Other techniques that were deployed by attackers included stealing passwords that allowed them to elevate their privileges (known as kerberoasting); SAML certificate theft to enable identity authentication by cloud services; and creating new accounts on the Active Directory server, according to Firstbrook.

Move sideways

With these successes, hackers were at one point able to use their presence in the Active Directory environment to move from the on-premises environment where the SolarWinds server was installed to the Microsoft Azure cloud, he said.

“Identities are the connective tissue that attackers use to move sideways and to move from one domain to another,” Firstbrook said.

Identity and access management systems are “clearly a rich targeting opportunity for attackers,” he said.

Microsoft recently released details of another attack believed to come from the same Russian-linked attack group Nobelium which involved an implant for Active Directory servers, Firstbrook said.

“They were using this implant to infiltrate the Active Directory environment – to create new accounts, steal tokens and be able to move sideways with impunity – because they were an authenticated user in the environment,” he said. declared.

Tom Burt, corporate vice president at Microsoft, said in a blog post in late October that a “wave of Nobelium activity this summer” included attacks on 609 customers. There were nearly 23,000 attacks on these customers between July 1 and October 19, “with a single-digit success rate,” Burt said in the post.

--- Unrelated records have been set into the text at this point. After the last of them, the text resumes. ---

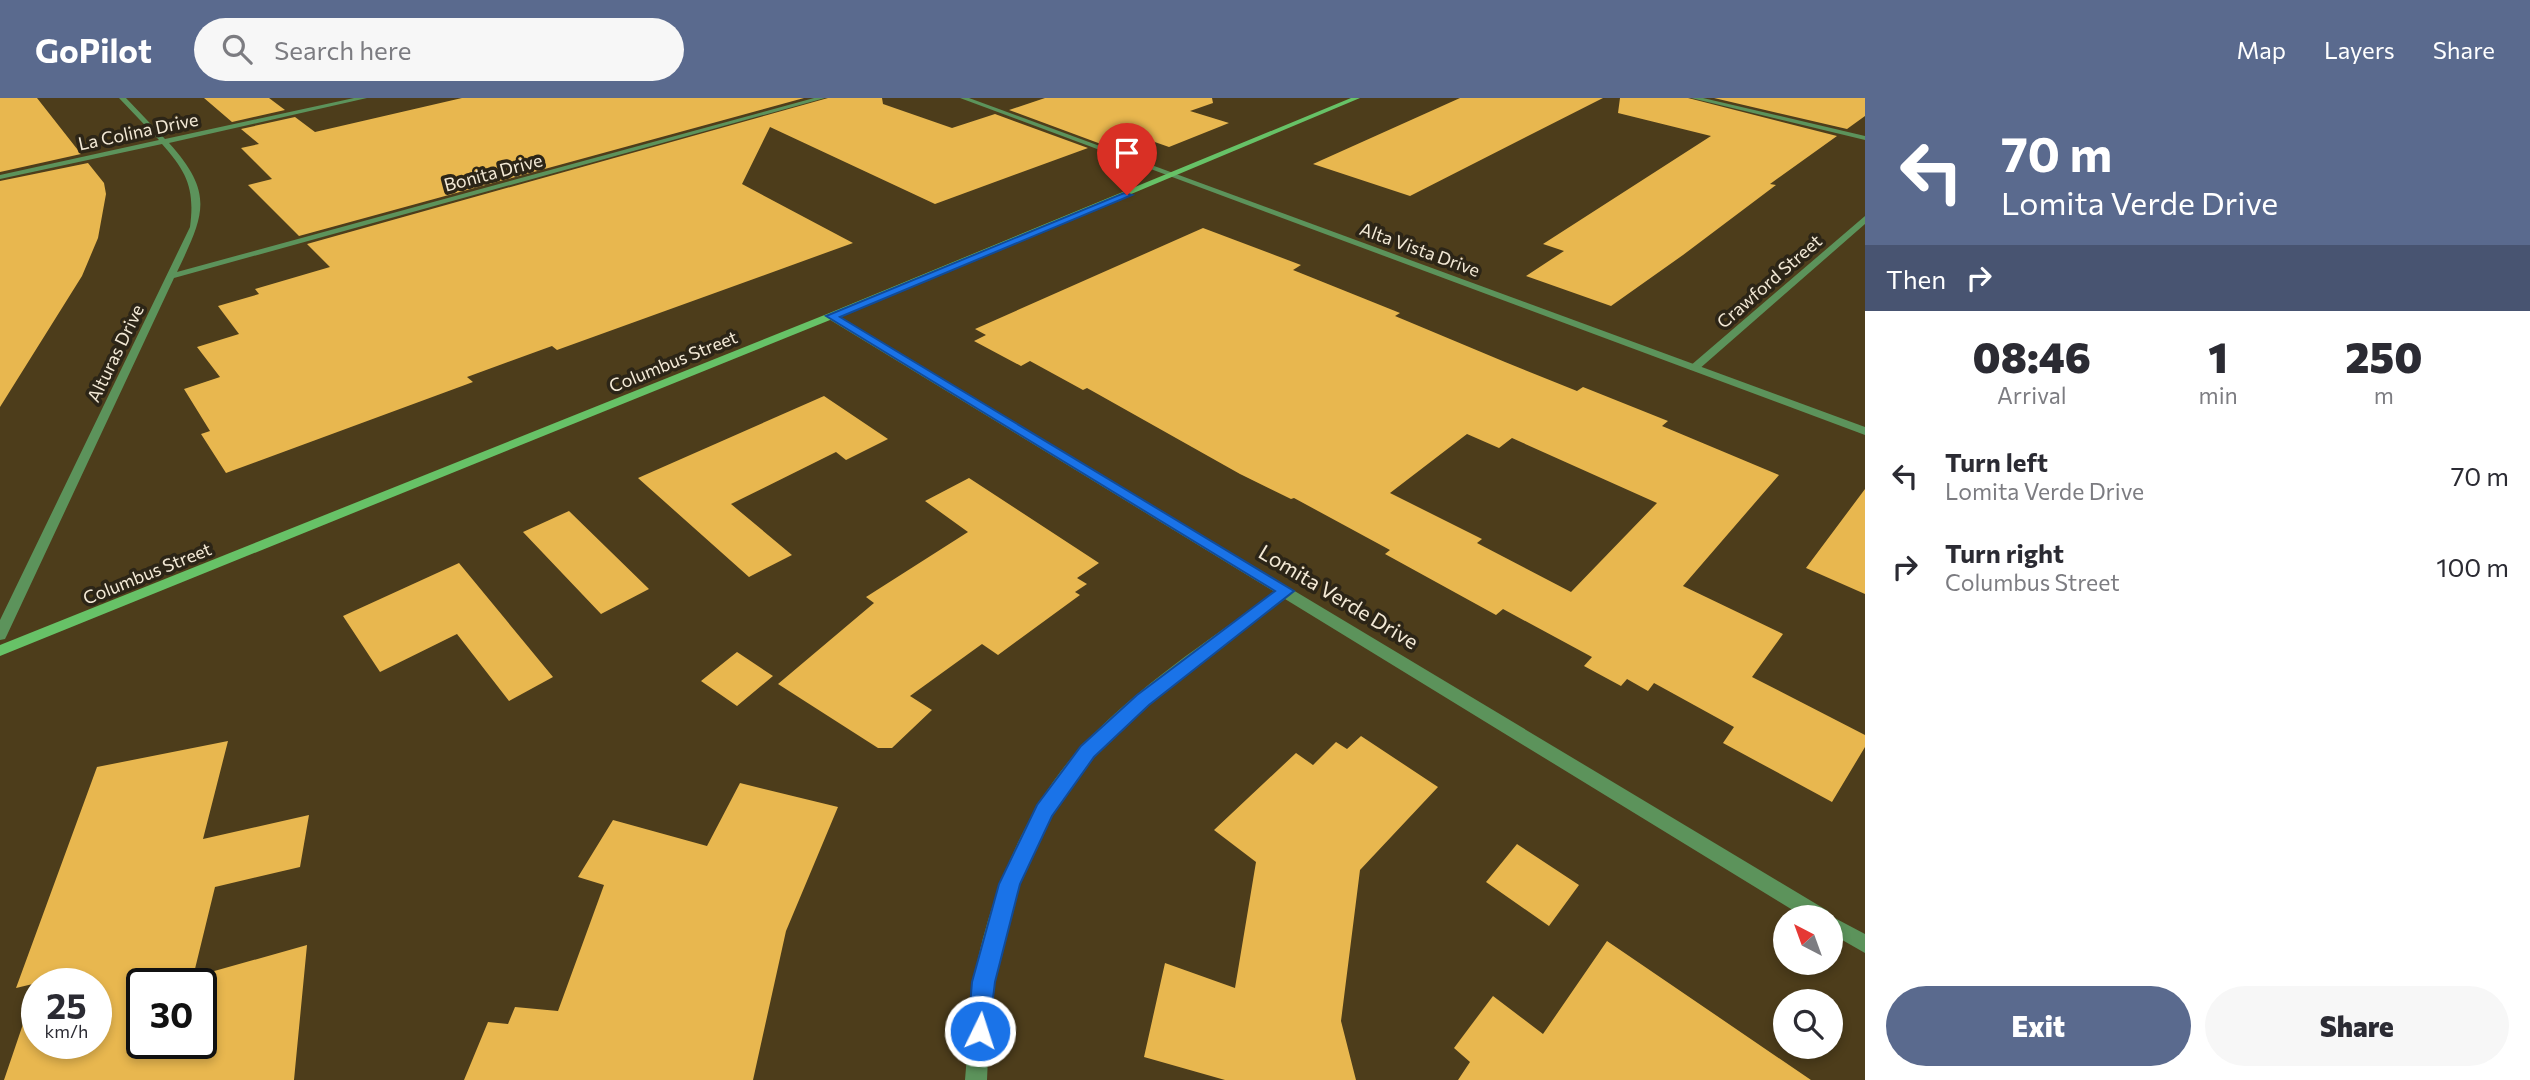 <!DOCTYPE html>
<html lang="en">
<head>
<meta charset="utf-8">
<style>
  :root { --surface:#fff; --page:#f7f7f7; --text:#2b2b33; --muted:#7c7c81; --accent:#5a6a8e }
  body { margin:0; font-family:Commissioner,sans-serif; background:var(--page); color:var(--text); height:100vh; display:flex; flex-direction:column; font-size:26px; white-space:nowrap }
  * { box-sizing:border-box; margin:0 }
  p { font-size:23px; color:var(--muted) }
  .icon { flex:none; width:38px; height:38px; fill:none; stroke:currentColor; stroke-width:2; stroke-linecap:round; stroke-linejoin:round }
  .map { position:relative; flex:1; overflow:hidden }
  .side { display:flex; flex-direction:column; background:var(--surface); width:665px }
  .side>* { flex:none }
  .top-card { background:#5a6a8e; color:#fff; overflow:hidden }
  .needle { width:46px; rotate:319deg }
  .controls { position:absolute; left:1773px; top:807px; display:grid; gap:14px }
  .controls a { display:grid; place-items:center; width:70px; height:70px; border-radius:50%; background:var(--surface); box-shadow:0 4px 10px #0003; font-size:35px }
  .speed { position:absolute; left:21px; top:870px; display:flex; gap:14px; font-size:35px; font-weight:700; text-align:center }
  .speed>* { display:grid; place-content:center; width:91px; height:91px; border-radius:50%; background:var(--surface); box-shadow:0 4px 10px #0003; line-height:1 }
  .speed small { font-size:18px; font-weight:400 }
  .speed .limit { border:4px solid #111; border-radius:10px; background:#fff; color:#111 }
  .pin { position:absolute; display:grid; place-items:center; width:60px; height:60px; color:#fff; margin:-72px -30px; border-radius:50% 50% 50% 0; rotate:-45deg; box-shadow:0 0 7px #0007 }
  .pin .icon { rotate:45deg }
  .me { position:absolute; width:77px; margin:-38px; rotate:4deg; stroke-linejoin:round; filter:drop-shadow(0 0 5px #0008) }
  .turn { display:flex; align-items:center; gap:24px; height:147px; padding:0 21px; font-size:32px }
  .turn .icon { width:91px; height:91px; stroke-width:2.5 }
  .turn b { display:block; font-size:49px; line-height:60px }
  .then { display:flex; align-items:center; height:66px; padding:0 21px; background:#0003; gap:14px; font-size:26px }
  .eta { display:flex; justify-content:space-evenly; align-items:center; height:119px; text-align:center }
  .eta b { font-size:42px; font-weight:800; line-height:49px }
  .cta { display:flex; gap:14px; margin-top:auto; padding:14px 21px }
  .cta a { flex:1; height:80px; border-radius:42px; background:var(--accent); color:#fff; font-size:28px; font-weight:800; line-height:80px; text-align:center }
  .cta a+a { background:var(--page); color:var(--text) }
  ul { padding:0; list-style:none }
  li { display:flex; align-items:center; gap:21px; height:91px; padding:0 21px }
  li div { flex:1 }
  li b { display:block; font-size:26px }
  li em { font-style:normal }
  header { display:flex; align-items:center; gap:42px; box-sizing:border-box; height:98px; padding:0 35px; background:var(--accent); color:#fff }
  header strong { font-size:33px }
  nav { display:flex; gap:38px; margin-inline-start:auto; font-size:24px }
  .search { width:490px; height:63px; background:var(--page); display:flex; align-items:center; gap:18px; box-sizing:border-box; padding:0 24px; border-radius:38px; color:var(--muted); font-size:26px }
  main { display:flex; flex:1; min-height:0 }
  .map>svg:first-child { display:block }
  .building { fill:#e8b74f; fill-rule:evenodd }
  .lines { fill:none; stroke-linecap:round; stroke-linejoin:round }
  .minor { fill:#5c935b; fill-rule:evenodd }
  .tertiary { fill:#5c935b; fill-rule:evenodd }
  .secondary { fill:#67c267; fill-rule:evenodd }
  .route { fill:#1a73e8; stroke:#114b97; stroke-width:2 }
  .labels { text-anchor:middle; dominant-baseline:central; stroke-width:7; stroke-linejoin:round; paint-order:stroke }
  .far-street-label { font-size:18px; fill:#f3e9d6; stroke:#2c2517 }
  .street-label { font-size:21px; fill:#f3e9d6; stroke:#2c2517 }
</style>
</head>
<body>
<header>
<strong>GoPilot</strong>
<div class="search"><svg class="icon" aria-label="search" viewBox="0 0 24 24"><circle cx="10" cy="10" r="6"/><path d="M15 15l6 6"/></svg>Search here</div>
<nav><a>Map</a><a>Layers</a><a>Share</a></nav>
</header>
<main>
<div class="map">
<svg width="1865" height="982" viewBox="0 0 1865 982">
  <rect width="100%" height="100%" fill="#4d3d1b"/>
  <path class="building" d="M 0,0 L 37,0 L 81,56 L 0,74 Z
    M 204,0 L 269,0 L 285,12 L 232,24 Z
    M 462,0 L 804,0 L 299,138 L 248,87 L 272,81 L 241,50 L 259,46 L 241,31 L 295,19 L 315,34 Z
    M 828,0 L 882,0 L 883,6 L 952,30 L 995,16 L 1088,50 L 935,106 L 770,29 L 742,86 L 853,145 L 557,252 L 552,248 L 467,279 L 473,284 L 226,375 L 201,336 L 210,333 L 184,291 L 220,279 L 197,249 L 239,236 L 218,208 L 259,196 L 255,191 L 330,169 L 307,146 Z
    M 1045,0 L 1212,0 L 1213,5 L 1190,13 L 1229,25 L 1169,49 L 1129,35 L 1101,46 L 1009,12 Z
    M 1460,0 L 1603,0 L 1410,98 L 1313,66 Z
    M 1620,0 L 1688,0 L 1837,38 L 1770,86 L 1776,87 L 1683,157 L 1611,208 L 1526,178 L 1564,153 L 1543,146 L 1711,38 L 1618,15 Z
    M 1714,0 L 1865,0 L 1865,18 L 1847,31 Z
    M 88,65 L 104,85 L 106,96 L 98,140 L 82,178 L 0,309 L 0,83 Z
    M 1203,130 L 1301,167 L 1293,172 L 1400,215 L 1395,218 L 1505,264 L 1577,293 L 1583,289 L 1668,323 L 1662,328 L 1779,377 L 1683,488 L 1783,536 L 1752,579 L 1865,637 L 1865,649 L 1832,704 L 1723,645 L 1734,629 L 1654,585 L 1648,593 L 1627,581 L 1621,588 L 1584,568 L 1592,559 L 1503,511 L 1496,517 L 1385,456 L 1390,452 L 1294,400 L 1291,401 L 1240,376 L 1087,290 L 1083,292 L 1030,263 L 1021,268 L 974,243 L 986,237 L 975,231 ZM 1467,336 L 1499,350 L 1512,340 L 1657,405 L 1571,494 L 1477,445 L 1482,441 L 1390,395 Z
    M 824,298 L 888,341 L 846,362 L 836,354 L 731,406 L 792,457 L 749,479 L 638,380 Z
    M 969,380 L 1099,465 L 1077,480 L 1087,486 L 1075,494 L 1080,497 L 998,557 L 982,546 L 910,598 L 932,612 L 892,650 L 878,650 L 778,586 L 874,505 L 866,499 L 968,434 L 925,403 Z
    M 1865,391 L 1865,496 L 1806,470 Z
    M 569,413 L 649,491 L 601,516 L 523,434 Z
    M 459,465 L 553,579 L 509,603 L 457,536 L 380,574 L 343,518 Z
    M 737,554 L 773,578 L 737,608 L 701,583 Z
    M 1361,638 L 1438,689 L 1360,772 L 1341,923 L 1356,982 L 1225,982 L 1144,959 L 1165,865 L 1235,890 L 1256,764 L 1214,732 L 1296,655 L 1313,667 L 1336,644 L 1347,651 Z
    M 228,643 L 203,741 L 309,717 L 300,769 L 215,789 L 193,879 L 307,847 L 294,982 L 4,982 L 37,885 L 16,890 L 97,669 ZM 37,886 L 96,886 L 96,945 L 37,945 ZM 142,886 L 201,886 L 201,945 L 142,945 Z
    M 740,685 L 838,709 L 786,833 L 753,982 L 464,982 L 488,924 L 508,926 L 515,909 L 558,913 L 604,787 L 578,779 L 613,722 L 707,748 Z
    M 1517,746 L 1579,787 L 1549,828 L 1486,784 Z
    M 1607,843 L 1811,982 L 1458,982 L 1470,964 L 1454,950 L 1493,898 L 1543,936 Z"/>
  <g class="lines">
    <path class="minor" d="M 119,0 L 126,0 L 165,41 L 354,0 L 367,0 L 169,45 C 215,96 204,117 177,174 L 814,0 L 825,0 L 174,180 L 7,537 L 5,541 L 0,542 L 0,522 L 190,129 C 195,91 187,74 162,46 L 0,81 L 0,77 L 159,42 Z
      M 1691,0 L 1703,0 L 1865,38 L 1865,42 Z
      M 1865,118 L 1865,126 L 1698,272 L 1690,272 L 1690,268 Z
      M 831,215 L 1828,813 L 1829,817 L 1865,836 L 1865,855 L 1830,835 L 1830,819 L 1804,819 L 1285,501 C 1220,550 1151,595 1095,655 C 1037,718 1006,808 992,892 C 987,921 989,952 987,982 L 965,982 C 968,954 967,925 971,897 C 984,811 1023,710 1083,647 C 1139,587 1209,542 1275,494 L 827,220 L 826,218 Z"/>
    <path class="tertiary" d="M 960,0 L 969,0 L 1865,329 L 1865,337 Z"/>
    <path class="secondary" d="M 1351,0 L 1360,0 L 835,220 L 0,558 L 0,547 L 827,216 Z"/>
  </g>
  <path class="route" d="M 1124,95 L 1132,97 L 840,219 L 1294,493 L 1149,607 L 1094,659 L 1052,718 L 1020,786 L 995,884 L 988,941 L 980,944 L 972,941 L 968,933 L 972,884 L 999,786 L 1037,707 L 1081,648 L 1137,597 L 1275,493 L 826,218 Z"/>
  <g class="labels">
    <g class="far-street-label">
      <text transform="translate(138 33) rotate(-12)">La Colina Drive</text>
      <text transform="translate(493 74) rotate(-15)">Bonita Drive</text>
      <text transform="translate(1420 151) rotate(20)">Alta Vista Drive</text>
      <text transform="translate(1769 183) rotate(-41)">Crawford Street</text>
      <text transform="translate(115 255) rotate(-64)">Alturas Drive</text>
      <text transform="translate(673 263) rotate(-22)">Columbus Street</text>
      <text transform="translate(147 475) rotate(-22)">Columbus Street</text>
    </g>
    <g class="street-label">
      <text transform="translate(1339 498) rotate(31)">Lomita Verde Drive</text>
    </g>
  </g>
</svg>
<div class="controls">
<a><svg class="needle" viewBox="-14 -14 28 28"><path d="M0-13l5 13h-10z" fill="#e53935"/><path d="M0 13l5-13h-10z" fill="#7c7c81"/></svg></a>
<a><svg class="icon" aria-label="search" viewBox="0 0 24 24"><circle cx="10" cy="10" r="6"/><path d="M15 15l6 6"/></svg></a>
</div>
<div class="speed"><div>25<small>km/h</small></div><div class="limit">30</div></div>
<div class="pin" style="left:1127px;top:97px;background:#d93025"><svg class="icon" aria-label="arrive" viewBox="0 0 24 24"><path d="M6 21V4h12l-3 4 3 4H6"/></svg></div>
<svg class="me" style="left:980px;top:933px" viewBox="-20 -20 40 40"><circle r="17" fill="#1a73e8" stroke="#fff" stroke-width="3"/><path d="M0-11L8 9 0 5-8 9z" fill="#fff"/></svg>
</div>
<section class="side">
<div class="top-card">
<div class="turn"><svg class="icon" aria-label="left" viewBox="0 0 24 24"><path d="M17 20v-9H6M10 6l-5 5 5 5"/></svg><div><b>70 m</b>Lomita Verde Drive</div></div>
<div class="then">Then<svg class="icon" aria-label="right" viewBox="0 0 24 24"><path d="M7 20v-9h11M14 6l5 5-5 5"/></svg></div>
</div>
<div class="eta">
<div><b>08:46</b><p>Arrival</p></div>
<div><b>1</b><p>min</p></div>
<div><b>250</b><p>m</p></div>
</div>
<ul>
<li><svg class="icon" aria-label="left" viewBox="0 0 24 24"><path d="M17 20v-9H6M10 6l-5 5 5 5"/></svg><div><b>Turn left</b><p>Lomita Verde Drive</p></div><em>70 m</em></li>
<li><svg class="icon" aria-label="right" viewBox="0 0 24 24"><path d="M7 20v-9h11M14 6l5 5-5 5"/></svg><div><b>Turn right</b><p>Columbus Street</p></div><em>100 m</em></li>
</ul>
<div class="cta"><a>Exit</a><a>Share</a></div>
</section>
</main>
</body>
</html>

Identity infrastructure monitoring

A common question in the wake of the SolarWinds breach, Firstbrook said, is how do you prevent a supply chain attack from impacting your business?

“The reality is you can’t,” he said.

While companies must do their due diligence as to which software to use, of course, the chances of detecting a malicious implant in another vendor’s software are “extremely low,” Firstbrook said.

What businesses can do is prepare to respond in the event that this happens, and a central part of that is to closely monitor identity infrastructure, he said.

“You want to monitor your identity infrastructure for known attack techniques – and start thinking more of your identity infrastructure as your perimeter,” Firstbrook said.